Models are configured by name in appsettings.json under Models. Each entry has a Type discriminator and type-specific properties. The name you choose becomes the value of the model field in API requests.

"Models": {
  "<name>": {
    "Type": "<type>",  // required: NLLB | M2M100 | FastText | LibreTranslate | Whisper | Piper | Redirect
    // ... type-specific properties (see each model below)
  }
}

Multiple entries of the same type are allowed — just use different names. If Type is missing or unknown, the service will fail to start with a configuration error.

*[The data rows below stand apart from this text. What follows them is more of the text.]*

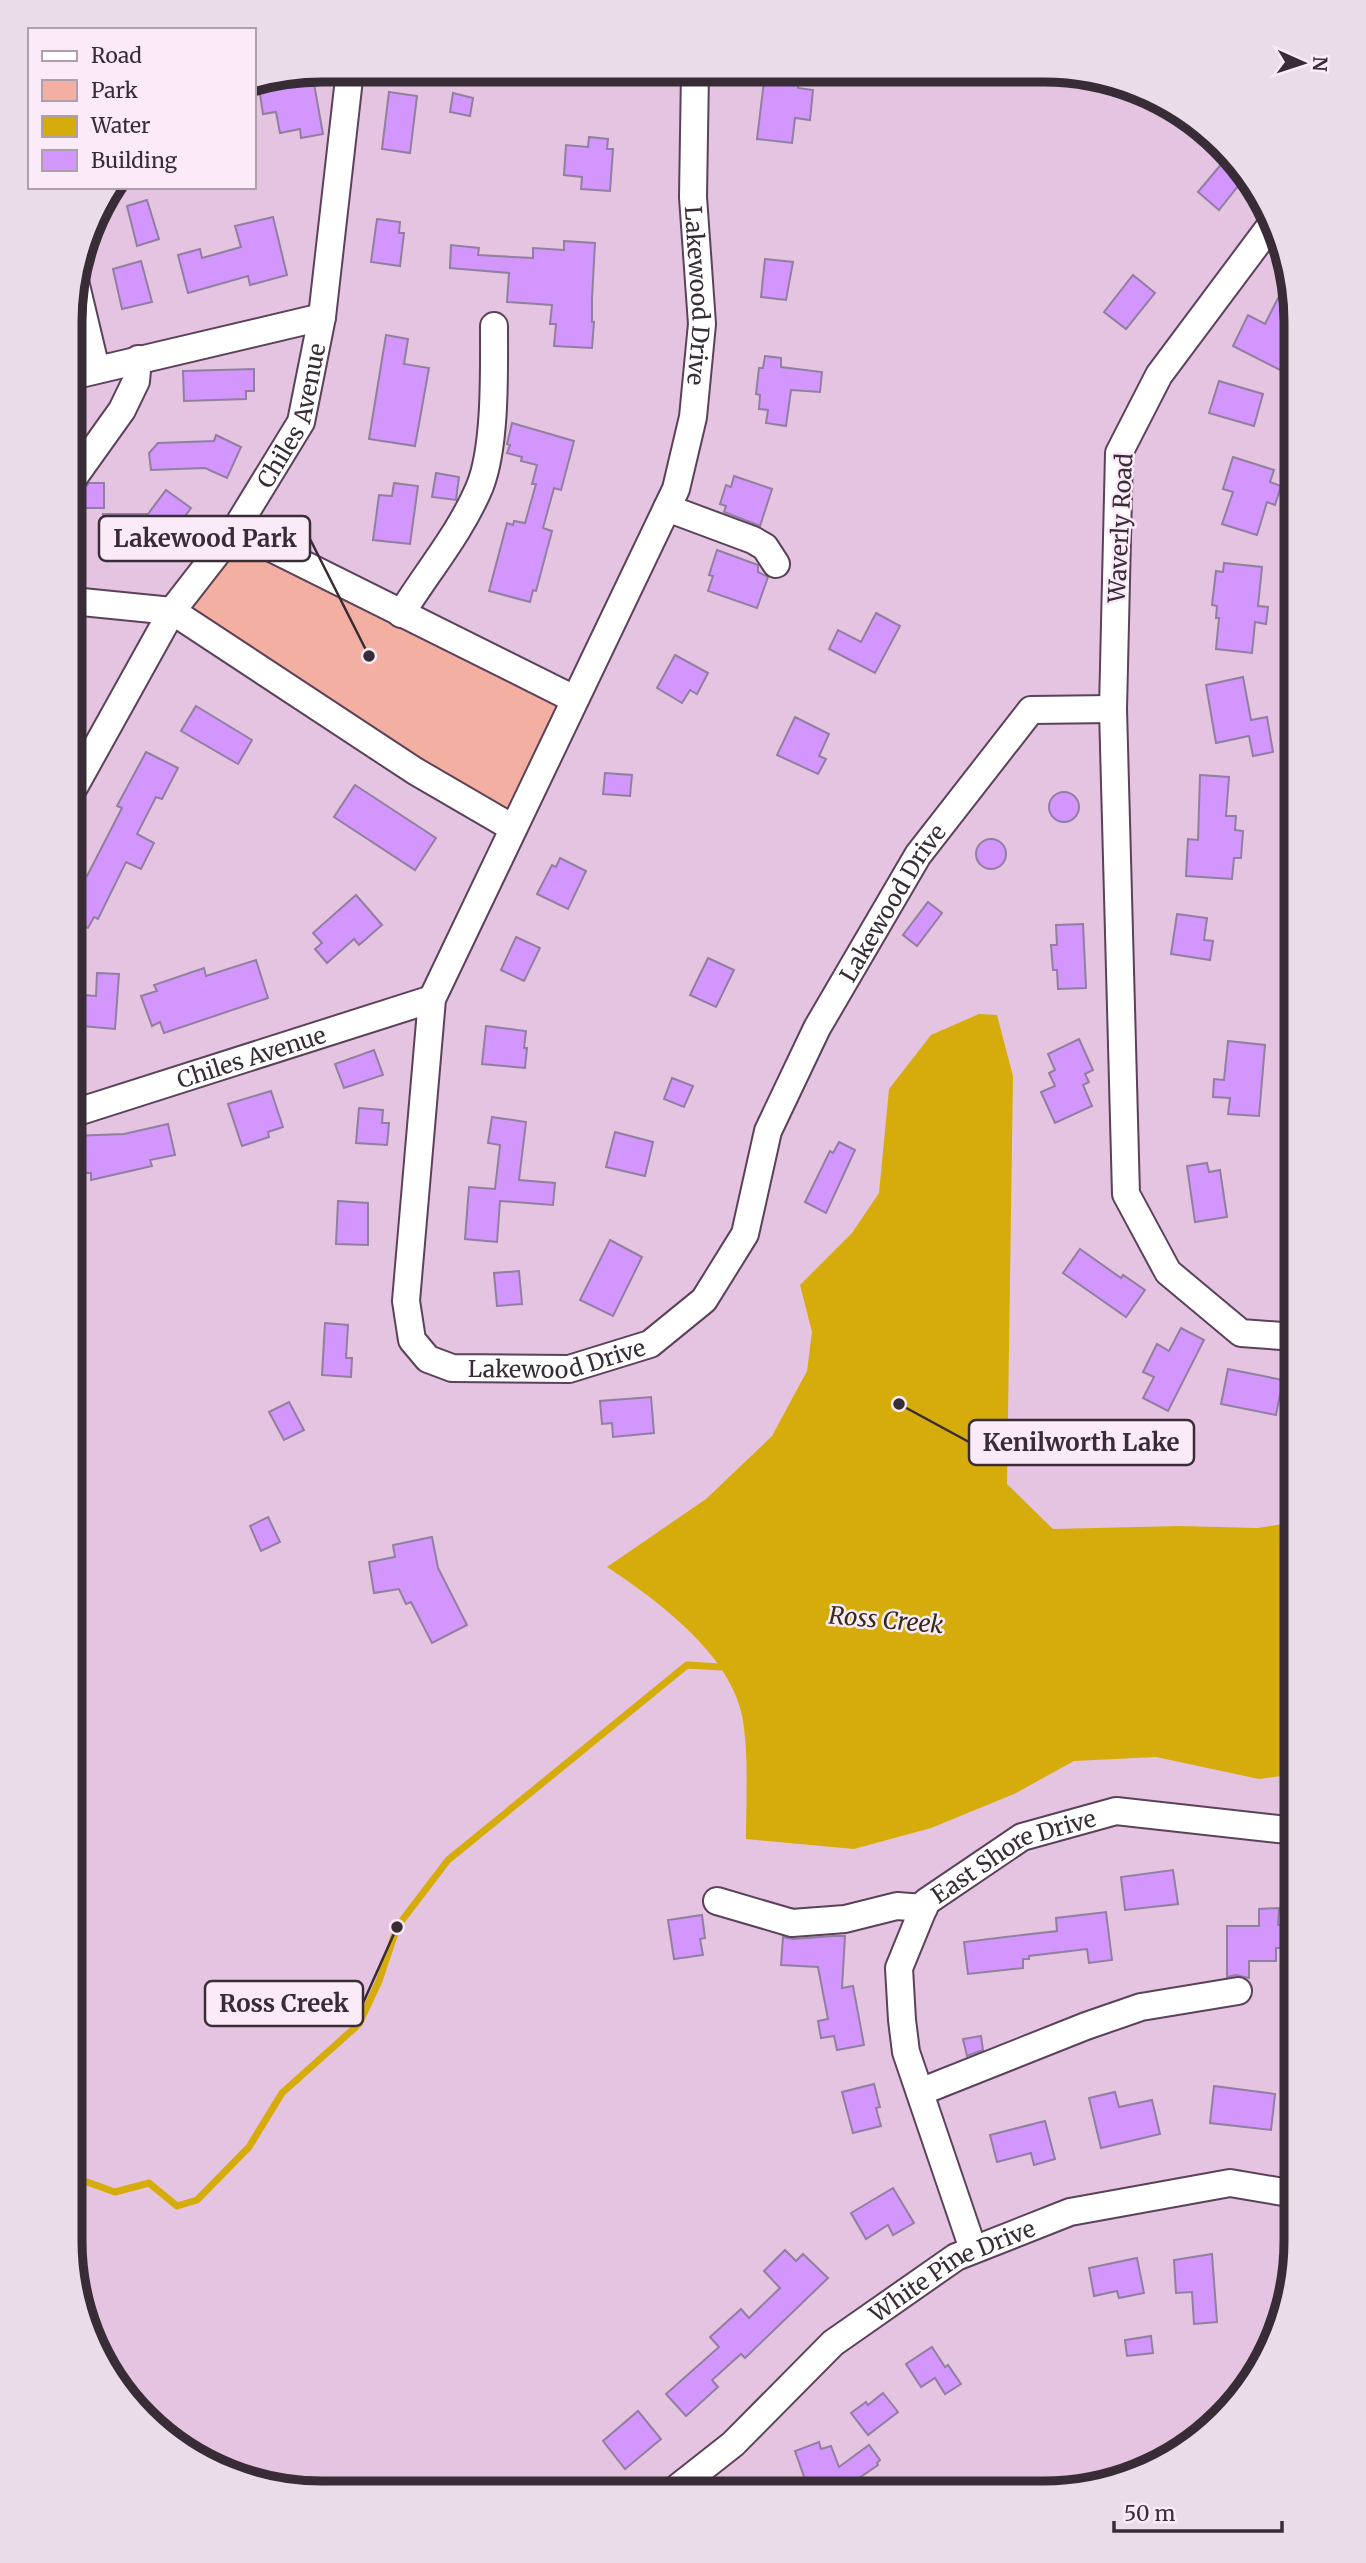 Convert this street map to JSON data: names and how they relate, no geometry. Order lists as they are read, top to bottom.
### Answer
{
  "streets": {
    "street": [
      "Lakewood Drive",
      "Chiles Avenue",
      "Waverly Road",
      "East Shore Drive",
      "White Pine Drive"
    ]
  },
  "crossings": [
    ["Lakewood Drive", "Chiles Avenue"],
    ["Lakewood Drive", "Waverly Road"],
    ["East Shore Drive", "White Pine Drive"]
  ],
  "water": ["Ross Creek"],
  "places": ["Lakewood Park", "Kenilworth Lake", "Ross Creek"],
  "legend": [
    "Road",
    "Park",
    "Water",
    "Building"
  ],
  "scale_bar": "50 m",
  "north": "right"
}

Properties for NLLB and M2M100:

Property Default Description
Path Path to the directory with model files
EncoderFile encoder_model.onnx Encoder ONNX filename
DecoderFile decoder_model.onnx Decoder ONNX filename
TokenizerFile sentencepiece.bpe.model SentencePiece tokenizer filename
TokenizerConfigFile "" Secondary tokenizer config (tokenizer.json for NLLB, added_tokens.json for M2M100)
MaxTokens 512 Maximum tokens per translation
BeamSize 1 Beam search width (NLLB only; higher = better quality, slower)
VocabFile "" BPE vocabulary file (M2M100 only: vocab.json)
ExecutionProvider "" (auto) ONNX execution provider. "" or "auto" = probe best available (DirectML on Windows, CUDA on Linux, then CPU). Explicit: "cpu", "directml", "cuda". Falls back to CPU with a warning if the requested provider is unavailable.

Properties for FastText:

Property Default Description
Path Path to the model file (.bin or .ftz)
LabelFormat "flores200" Format of the model’s output labels. Use "iso639-1" for LID-176 (outputs __label__en), "flores200" for GlotLID (outputs __label__eng_Latn). Also supports "iso639-2", "iso639-3".
LabelPrefix "__label__" Prefix to strip from each label before format conversion.
LabelSuffix "" Optional suffix to strip from each label.

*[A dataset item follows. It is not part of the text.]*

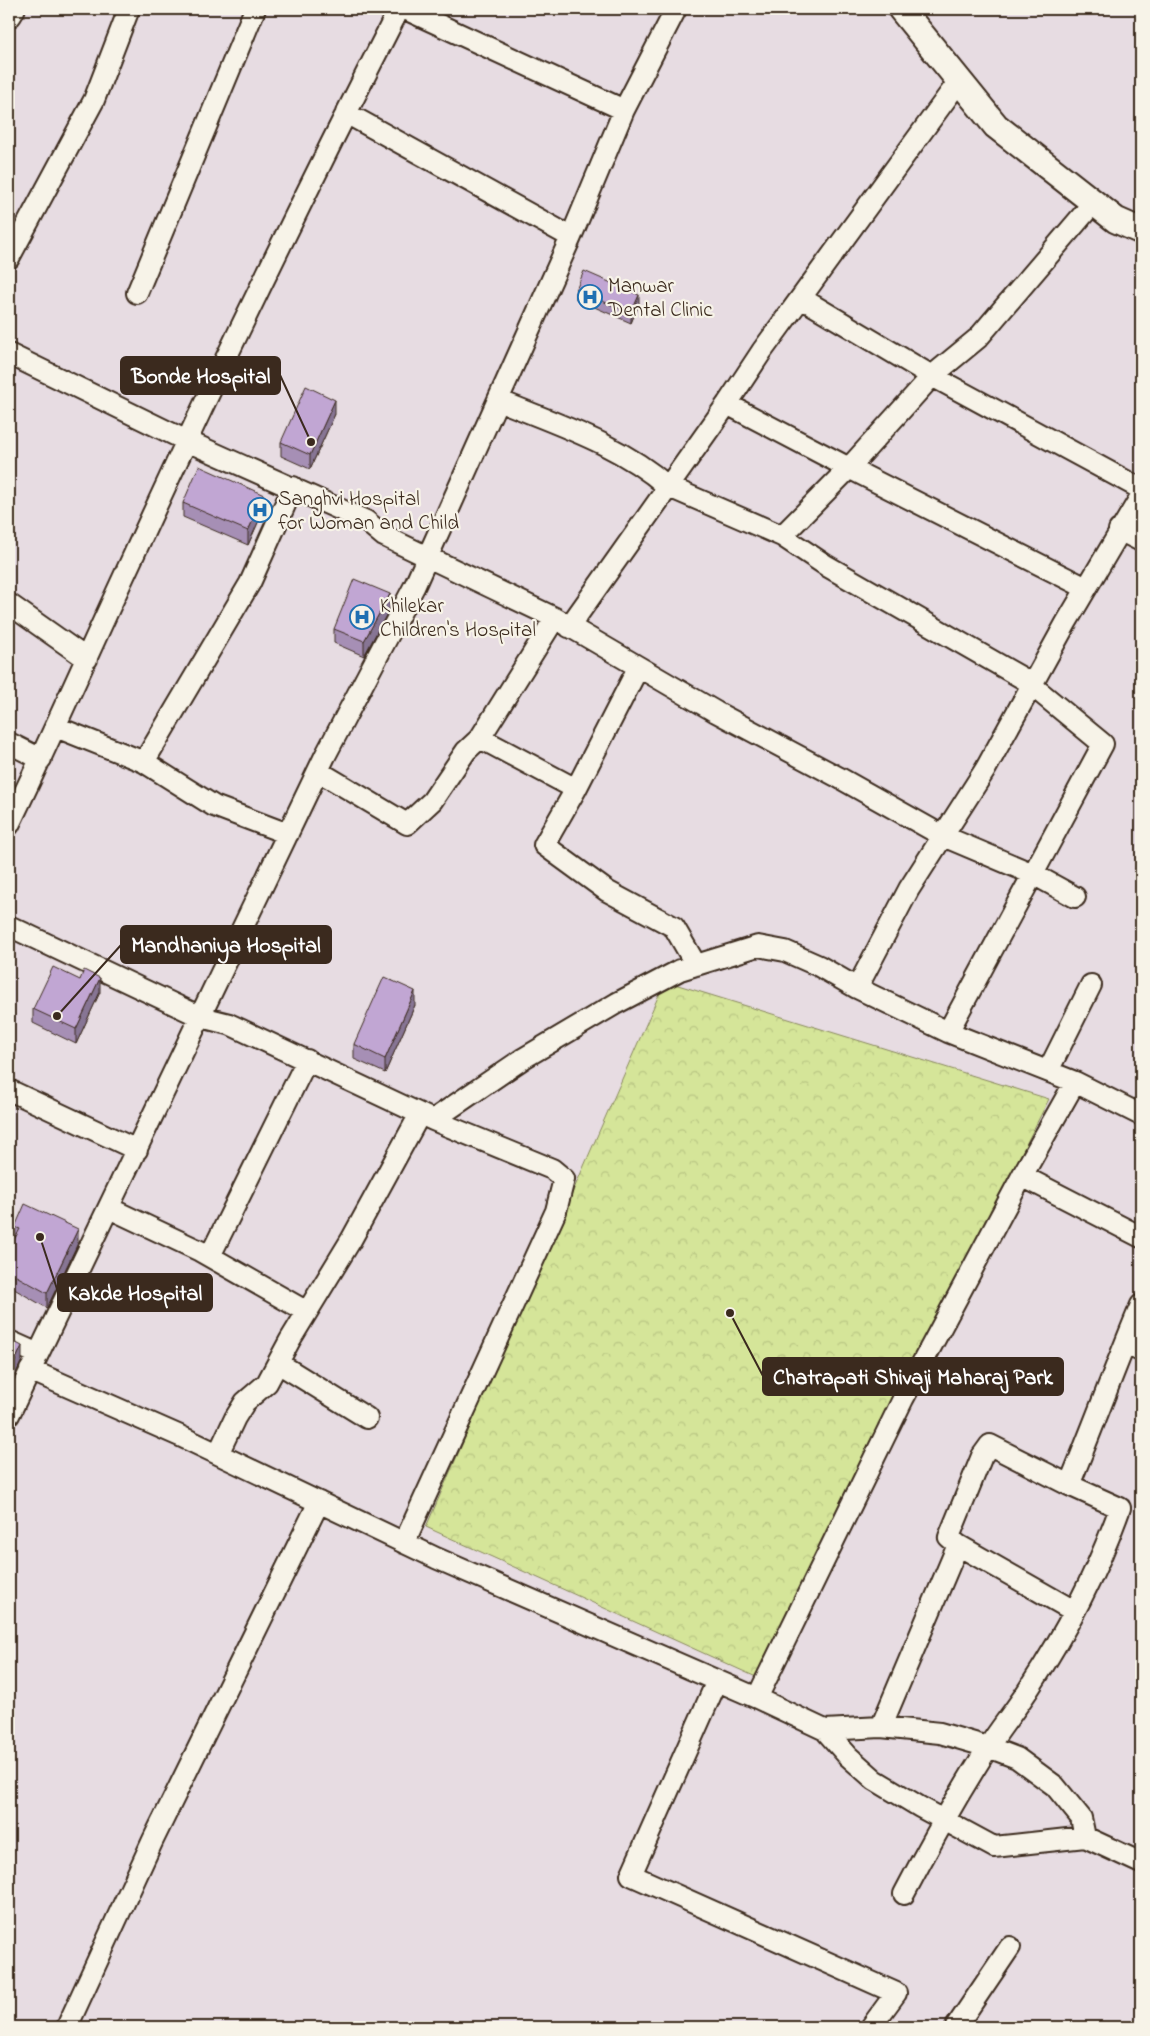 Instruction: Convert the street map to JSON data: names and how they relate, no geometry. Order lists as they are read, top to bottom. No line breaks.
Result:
{"places":{"hospital":["Manwar Dental Clinic","Sanghvi Hospital for Woman and Child","Khilekar Children's Hospital"],"other":["Bonde Hospital","Mandhaniya Hospital","Kakde Hospital","Chatrapati Shivaji Maharaj Park"]}}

Properties for LibreTranslate:

Property Default Description
BaseUrl URL of the LibreTranslate instance, e.g. http://libretranslate:5000
ApiKey "" API key, if the instance requires one

Properties for Redirect:

Forwards translation requests to another Lopatnov.Translate gRPC service instance (e.g. on a different machine). Allows distributing models across servers.

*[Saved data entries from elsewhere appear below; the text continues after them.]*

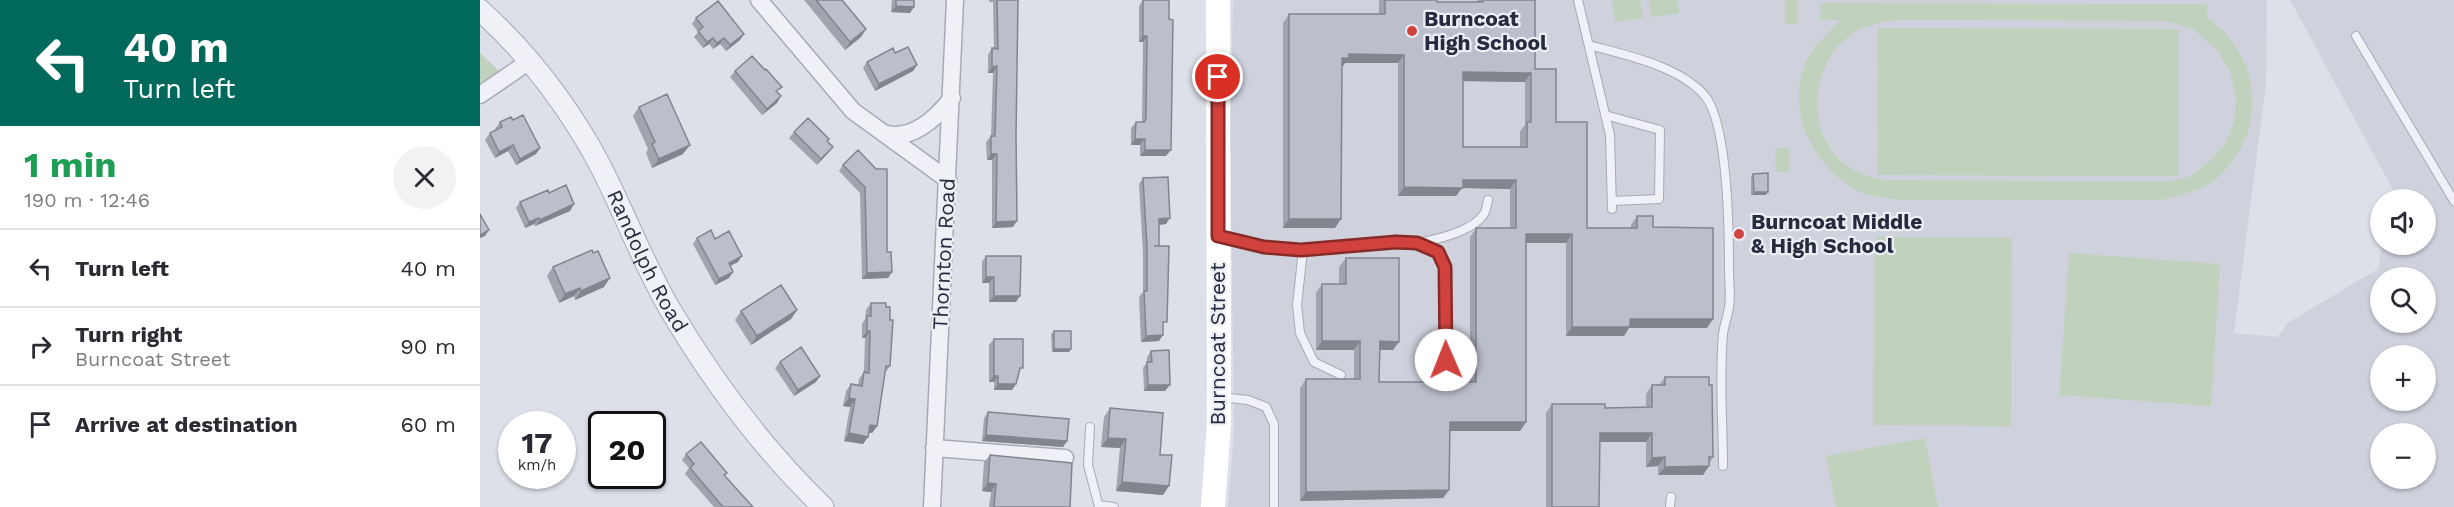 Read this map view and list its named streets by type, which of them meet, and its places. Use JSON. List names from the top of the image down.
{
  "streets": {
    "main road": ["Burncoat Street"],
    "street": ["Thornton Road", "Randolph Road"]
  },
  "places": ["Burncoat High School", "Burncoat Middle & High School"],
  "page": {
    "turn": ["40 m", "Turn left"],
    "heading": ["1 min", "190 m · 12:46"],
    "map_buttons": ["+", "−"],
    "list": [
      {
        "name": "Turn left",
        "value": "40 m"
      },
      {
        "name": "Turn right",
        "note": "Burncoat Street",
        "value": "90 m"
      },
      {
        "name": "Arrive at destination",
        "value": "60 m"
      }
    ],
    "speed": "17 km/h",
    "limit": "20"
  }
}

Property Default Description
RedirectUrl gRPC endpoint of the remote service, e.g. http://192.168.1.100:5100
RedirectName "" Model name to request on the remote; defaults to the local key name if empty

Cycle detection is built in: a random x-redirect-id header is propagated through the hop chain. If a request returns to the originating server, a FAILED_PRECONDITION error is returned immediately.

"Models": {
  "remote-m2m100": {
    "Type": "Redirect",
    "RedirectUrl": "http://192.168.1.100:5100",
    "RedirectName": "m2m100_1.2B"   // model key on the remote; "" = same as local key
  }
},
"Translation": {
  "AllowedModels": ["remote-m2m100"]
}

Properties for Piper:

See the Piper TTS section below.

Properties for Whisper:

See the Whisper section below.

Type compatibility

Type identifies the tokenizer format, not the exact model. This means fine-tuned or alternative models are supported as long as the tokenizer is compatible:

Type Compatible with
NLLB Any ONNX encoder-decoder model using the NLLB-200 SentencePiece tokenizer with FLORES-200 language tokens
M2M100 Any ONNX encoder-decoder model using the M2M-100 tokenizer (vocab.json + added_tokens.json, ISO 639-1 __lang__ tokens)
FastText Any fastText supervised classification model in .bin or .ftz format
LibreTranslate Any LibreTranslate-compatible HTTP API endpoint
Whisper Any Whisper ggml model file (ggml-*.bin) compatible with whisper.cpp / Whisper.net
Piper Any Piper TTS ONNX voice with a companion .onnx.json sidecar (phoneme_id_map, sample_rate, espeak voice)
Redirect Another Lopatnov.Translate gRPC service instance (any model type on the remote)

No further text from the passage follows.